--- START ---
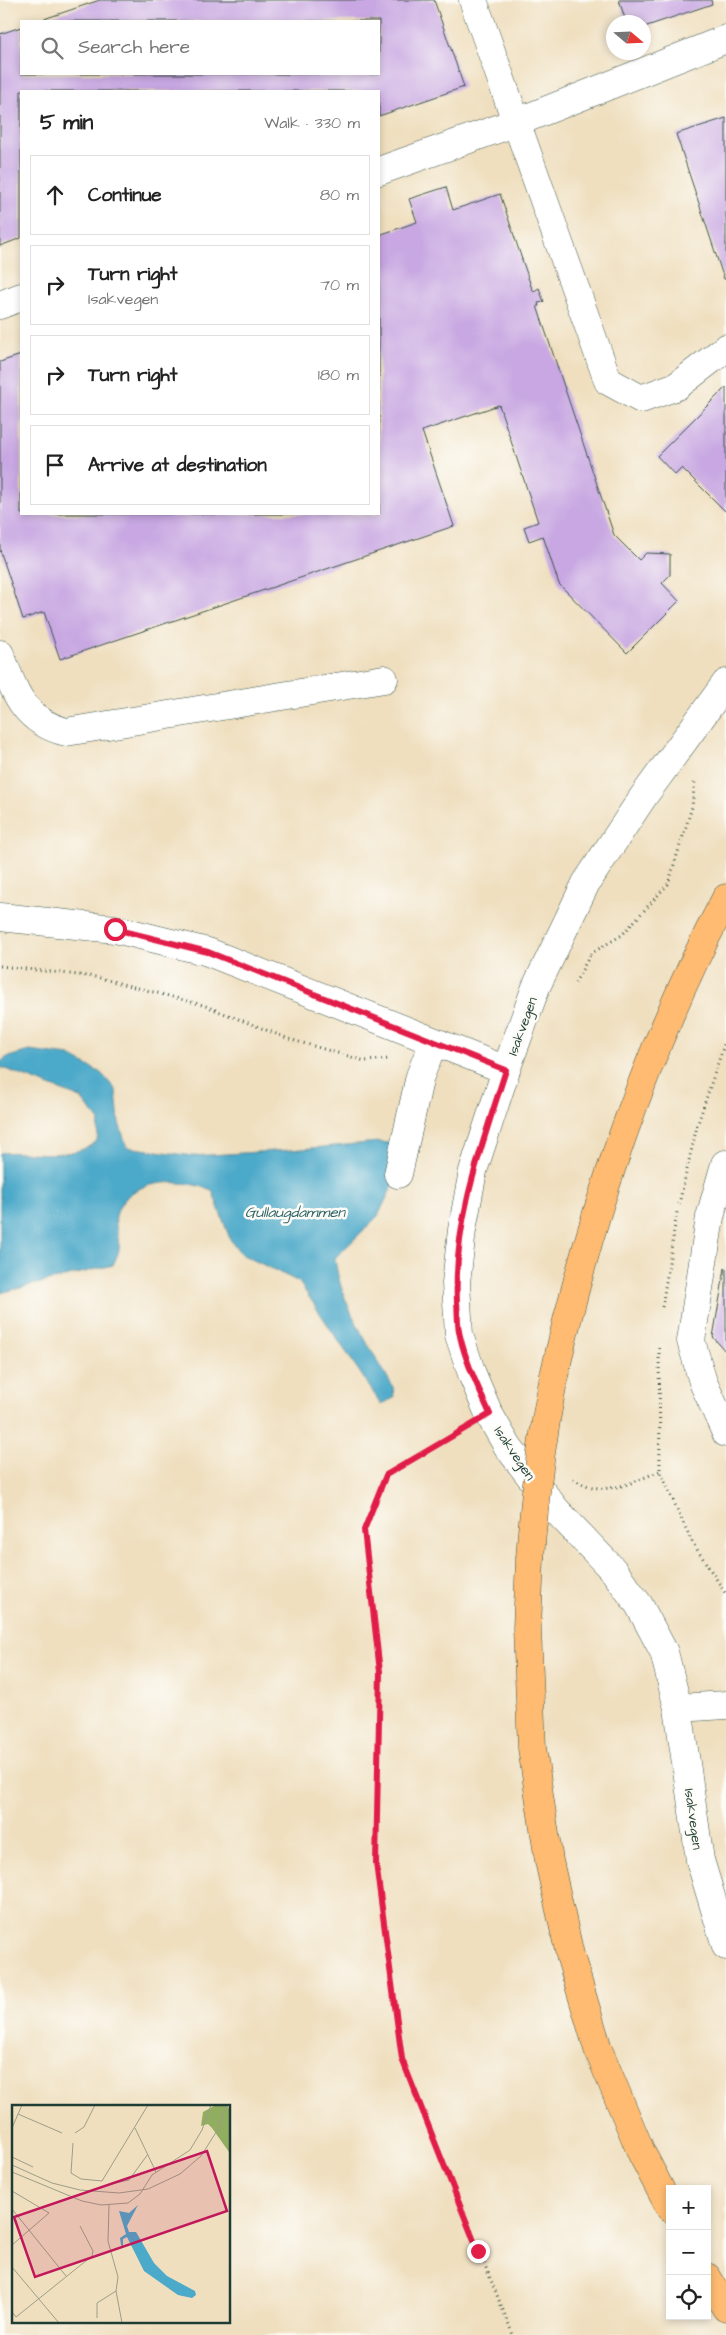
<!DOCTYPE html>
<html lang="en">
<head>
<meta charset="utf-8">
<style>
  body { margin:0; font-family:"Architects Daughter",sans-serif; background:#f6f6f6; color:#222 }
  .controls { position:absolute; right:15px; bottom:15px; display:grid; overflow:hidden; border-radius:0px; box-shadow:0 2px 8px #0003 }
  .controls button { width:45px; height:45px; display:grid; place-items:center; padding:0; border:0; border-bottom:1px solid #e0e0e0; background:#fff; color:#222; font:25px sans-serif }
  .compass { position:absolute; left:606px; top:15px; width:45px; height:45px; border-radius:50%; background:#fff; box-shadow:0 2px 8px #0003; rotate:109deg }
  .stop { position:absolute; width:15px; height:15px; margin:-11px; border:4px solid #e11d48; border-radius:50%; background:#fff }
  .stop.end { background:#e11d48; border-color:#fff; box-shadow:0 1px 5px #0008 }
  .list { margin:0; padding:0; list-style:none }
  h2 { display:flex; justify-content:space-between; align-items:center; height:65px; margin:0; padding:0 20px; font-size:21px }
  h2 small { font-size:16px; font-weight:400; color:#767676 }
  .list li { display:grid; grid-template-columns:32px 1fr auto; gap:15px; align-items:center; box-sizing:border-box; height:80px; margin:0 10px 10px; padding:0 10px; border:1px solid #e0e0e0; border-radius:0px }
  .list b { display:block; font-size:19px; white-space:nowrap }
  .list p { margin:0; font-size:16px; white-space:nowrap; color:#767676 }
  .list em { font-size:16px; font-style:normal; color:#767676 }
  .icon { flex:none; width:28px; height:28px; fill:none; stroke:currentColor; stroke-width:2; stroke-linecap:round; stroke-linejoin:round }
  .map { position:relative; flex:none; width:726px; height:2335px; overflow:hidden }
  .search { position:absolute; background:#fff; box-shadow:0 2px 8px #0003; left:20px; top:20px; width:360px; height:55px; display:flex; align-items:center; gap:12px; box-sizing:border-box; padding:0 18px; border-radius:0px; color:#767676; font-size:19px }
  .panel { position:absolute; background:#fff; box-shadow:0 2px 8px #0003; left:20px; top:90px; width:360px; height:425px; border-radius:0px }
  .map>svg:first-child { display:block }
  .water { fill:#4ba9c9; stroke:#35737e }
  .building { fill:#c8a7e2 }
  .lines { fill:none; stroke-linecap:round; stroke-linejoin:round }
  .minor-casing { stroke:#3e5549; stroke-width:29 }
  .highway-casing { stroke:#3e5549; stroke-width:29 }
  .path { stroke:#3e5549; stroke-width:3; stroke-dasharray:1 4; stroke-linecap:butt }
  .minor { stroke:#fff; stroke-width:28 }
  .highway { stroke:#febb71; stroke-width:28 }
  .highway-bridge-casing { stroke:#3e5549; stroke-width:29; stroke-linecap:butt }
  .highway-bridge { stroke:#febb71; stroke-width:28 }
  .route { stroke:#e11d48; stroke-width:6 }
  .labels { text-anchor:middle; stroke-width:5; stroke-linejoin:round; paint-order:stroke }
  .street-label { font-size:14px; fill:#1f3d34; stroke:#fdfcf7 }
  .water-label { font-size:15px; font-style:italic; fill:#2e6368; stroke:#fdfcf7 }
  .inset-road { fill:none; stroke:#9c9e87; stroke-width:1 }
  .view { fill:#c2185b; fill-opacity:0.15; stroke:#c2185b; stroke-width:2.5 }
  .inset-edge { fill:none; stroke:#1f3d34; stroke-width:2.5 }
</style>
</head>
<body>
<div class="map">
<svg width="726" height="2335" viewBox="0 0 726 2335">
  <rect width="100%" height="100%" fill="#fdfcf7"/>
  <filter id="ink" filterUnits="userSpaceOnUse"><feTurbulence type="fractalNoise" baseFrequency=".02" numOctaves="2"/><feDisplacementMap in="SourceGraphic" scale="10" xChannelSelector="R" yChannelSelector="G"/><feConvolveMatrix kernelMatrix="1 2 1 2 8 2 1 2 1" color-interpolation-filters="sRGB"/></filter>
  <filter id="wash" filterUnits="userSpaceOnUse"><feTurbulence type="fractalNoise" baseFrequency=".0096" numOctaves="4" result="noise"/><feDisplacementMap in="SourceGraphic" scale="20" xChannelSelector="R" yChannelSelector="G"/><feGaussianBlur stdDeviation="1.12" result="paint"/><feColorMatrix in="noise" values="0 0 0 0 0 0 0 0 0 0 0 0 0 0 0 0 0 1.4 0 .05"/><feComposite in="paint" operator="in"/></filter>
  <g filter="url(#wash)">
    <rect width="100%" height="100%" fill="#efdfbf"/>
    <!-- water -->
    <path class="water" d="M 29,1051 L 70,1056 L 101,1073 L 116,1090 L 119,1123 L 127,1147 L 193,1156 L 290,1150 L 379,1142 L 400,1144 L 406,1157 L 378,1216 L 335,1258 C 340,1305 370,1346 393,1387 L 394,1398 L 381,1404 L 299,1282 L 241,1254 L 230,1239 L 212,1190 C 181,1178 125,1177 116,1216 C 114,1227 120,1239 119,1250 C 118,1255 115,1260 113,1265 L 0,1293 L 0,1153 C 30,1150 72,1162 97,1141 L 99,1121 L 81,1098 L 0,1067 L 0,1063 L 5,1058 Z"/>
    <g id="blocks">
      <!-- building -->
      <path class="building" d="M 100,0 L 434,0 L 464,87 L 379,116 L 379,91 L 21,91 L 21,238 L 0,246 L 0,34 L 21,27 L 21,74 L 379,74 L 379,21 L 38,21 Z
        M 619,0 L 711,0 L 712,4 L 644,27 L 644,22 L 626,22 Z
        M 726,118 L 726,279 L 724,279 L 676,134 Z
        M 446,187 L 453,210 L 500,194 L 532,289 L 534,291 L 539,288 L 544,302 L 538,303 L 539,306 L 537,306 L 614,535 L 639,560 L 646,553 L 670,554 L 670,575 L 662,583 L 679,601 L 627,653 L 559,584 L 543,536 L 529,541 L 524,527 L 538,522 L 499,405 L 422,431 L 454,526 L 60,659 L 44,612 L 23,619 L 0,550 L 0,362 L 21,355 L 21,514 L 379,514 L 379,235 L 417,222 L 409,199 Z
        M 726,387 L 726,512 L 682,468 L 675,475 L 657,456 Z
        M 725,1268 L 726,1269 L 726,1352 L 713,1337 Z"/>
    </g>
  </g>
  <g filter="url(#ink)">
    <use href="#blocks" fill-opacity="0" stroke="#3e5549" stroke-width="1"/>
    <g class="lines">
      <defs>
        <path id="minor" d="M 473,0 L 608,381 L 641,399 L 677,386 L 726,348
          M 379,171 L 517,122 L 726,39
          M 0,305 L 21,297
          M 0,654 C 15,692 23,721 66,732 L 384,679
          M 726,683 L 643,797 L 586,883 L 536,987 L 506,1070 L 473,1171 L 462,1230 L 456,1283 L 459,1335 L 472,1374 L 489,1414 L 508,1447 L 556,1510 L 614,1571 L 639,1605 L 664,1652 L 678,1708 L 700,1860 L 726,1946
          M 0,917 L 115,929 L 208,952 L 506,1070
          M 725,1164 L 710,1217 L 691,1341 L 703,1382 L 726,1433
          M 398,1174 L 420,1076 L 433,1043
          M 678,1708 L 726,1705"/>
        <path id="highway" d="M 554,1376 C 591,1210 647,1048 726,898
          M 530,1559 L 527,1628 L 532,1748 L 549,1861 L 570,1955 L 598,2049 L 641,2152 L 670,2208
          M 707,2277 L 726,2308"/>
      </defs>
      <!-- minor casing -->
      <use href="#minor" class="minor-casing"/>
      <!-- highway casing -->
      <use href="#highway" class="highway-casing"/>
      <!-- path -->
      <path class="path" d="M 590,954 L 622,935 L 668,884 L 692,807 L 695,780
        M 0,966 L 96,977 L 203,1005 L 289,1039 L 365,1061 L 390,1059
        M 575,983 L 591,953
        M 679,1204 L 697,1126 L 726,1039
        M 662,1307 L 677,1212
        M 659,1348 L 660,1471 L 691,1540 L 726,1594
        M 463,1430 L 386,1475 L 364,1530 L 380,1672 L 376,1863 L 402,2059 L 513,2335
        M 573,1479 C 605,1498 628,1484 660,1471"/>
      <!-- minor -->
      <use href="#minor" class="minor"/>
      <!-- highway -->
      <use href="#highway" class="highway"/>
      <defs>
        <path id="highway-bridge" d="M 530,1559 C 534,1497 542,1437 554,1376"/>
      </defs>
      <!-- highway-bridge casing -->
      <use href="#highway-bridge" class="highway-bridge-casing"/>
      <!-- highway-bridge -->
      <use href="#highway-bridge" class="highway-bridge"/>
    </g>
  </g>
  <g class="lines" filter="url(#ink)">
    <!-- route -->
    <path class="route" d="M 115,929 L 208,952 L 506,1070 C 482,1145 453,1222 457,1302 C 458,1313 457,1326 460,1336 C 466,1363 479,1389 490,1414 L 386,1475 L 364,1530 L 380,1672 L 376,1863 L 402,2059 L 478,2251"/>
  </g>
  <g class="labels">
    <!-- street labels -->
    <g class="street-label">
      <text transform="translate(522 1026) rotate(-70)" y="5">Isakvegen</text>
      <text transform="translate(515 1453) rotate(56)" y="5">Isakvegen</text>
      <text transform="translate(694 1819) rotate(82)" y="5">Isakvegen</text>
    </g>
    <!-- water labels -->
    <g class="water-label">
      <text x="295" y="1217">Gullaugdammen</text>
    </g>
  </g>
  <!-- overview -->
  <g transform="translate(12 2105)">
    <rect width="218" height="218" fill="#efdfbf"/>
    <path d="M 204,0 L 215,0 L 218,6 L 217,47 L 200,23 L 196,19 L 189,21 L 191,7 Z" fill="#91ad60"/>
    <path d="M 126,100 L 115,121 L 117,127 L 124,127 L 142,158 L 155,171 L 183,186 L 184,190 L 180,193 L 166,190 L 132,166 L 115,132 L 111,134 L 111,142 L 109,140 L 108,133 L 114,129 L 107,106 L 117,108 Z" fill="#4ba9c9"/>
    <path class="inset-road" d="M 6,9 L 50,28M 0,23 L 10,0M 123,23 L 144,67M 63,28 L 72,22 L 83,0M 61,38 L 59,68 L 69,74 L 90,76 L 136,0M 0,52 L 21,62M 0,60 L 40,78 L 68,85 L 107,88 L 136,84 L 168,69 L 189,51 L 208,21 L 214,0M 0,67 L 70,96 L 89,100 L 116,98 L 128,89 L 140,70 L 178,45 L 190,25 L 199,0M 98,79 L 117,75 L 136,49M 0,86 L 37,108 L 0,140M 97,100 L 96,136 L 106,172 L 104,186 L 110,218M 0,104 L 54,171M 0,162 L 47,218M 0,207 L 4,212 L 80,151 L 81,146 L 68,121M 85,213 L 85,198 L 104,186"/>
    <path class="view" d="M 195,46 L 215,106 L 23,172 L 2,112 Z"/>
    <rect width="218" height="218" class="inset-edge"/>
  </g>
</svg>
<div class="controls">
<button>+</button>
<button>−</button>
<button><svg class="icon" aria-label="locate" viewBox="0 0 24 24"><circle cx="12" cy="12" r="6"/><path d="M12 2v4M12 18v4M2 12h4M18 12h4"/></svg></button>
</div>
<svg class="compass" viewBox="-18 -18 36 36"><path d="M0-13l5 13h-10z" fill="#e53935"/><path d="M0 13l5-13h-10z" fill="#767676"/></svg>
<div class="stop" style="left:115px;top:929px"></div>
<div class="stop end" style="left:478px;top:2251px"></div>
<div class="search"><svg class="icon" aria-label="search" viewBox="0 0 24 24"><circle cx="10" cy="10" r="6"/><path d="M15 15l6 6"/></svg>Search here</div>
<section class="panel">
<h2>5 min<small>Walk · 330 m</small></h2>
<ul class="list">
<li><svg class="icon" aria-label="ahead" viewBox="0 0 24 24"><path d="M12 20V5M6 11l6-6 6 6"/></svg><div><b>Continue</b></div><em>80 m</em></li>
<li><svg class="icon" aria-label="right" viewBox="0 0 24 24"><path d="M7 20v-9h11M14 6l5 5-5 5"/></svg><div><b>Turn right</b><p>Isakvegen</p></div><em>70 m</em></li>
<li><svg class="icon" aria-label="right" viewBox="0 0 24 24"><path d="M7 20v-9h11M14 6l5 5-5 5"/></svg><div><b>Turn right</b></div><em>180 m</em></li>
<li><svg class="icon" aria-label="arrive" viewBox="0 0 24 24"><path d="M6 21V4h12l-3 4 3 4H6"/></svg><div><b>Arrive at destination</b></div></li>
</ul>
</section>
</div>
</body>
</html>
--- END ---
▶ **Task brief**: Look through the entries above and quote exactly the lines from the line with "position:relative; flex:none; width:726px;" to the line with "#0003; left:20px; top:90px;", counting both of those lines.

▶ **Written answer**:
  .map { position:relative; flex:none; width:726px; height:2335px; overflow:hidden }
  .search { position:absolute; background:#fff; box-shadow:0 2px 8px #0003; left:20px; top:20px; width:360px; height:55px; display:flex; align-items:center; gap:12px; box-sizing:border-box; padding:0 18px; border-radius:0px; color:#767676; font-size:19px }
  .panel { position:absolute; background:#fff; box-shadow:0 2px 8px #0003; left:20px; top:90px; width:360px; height:425px; border-radius:0px }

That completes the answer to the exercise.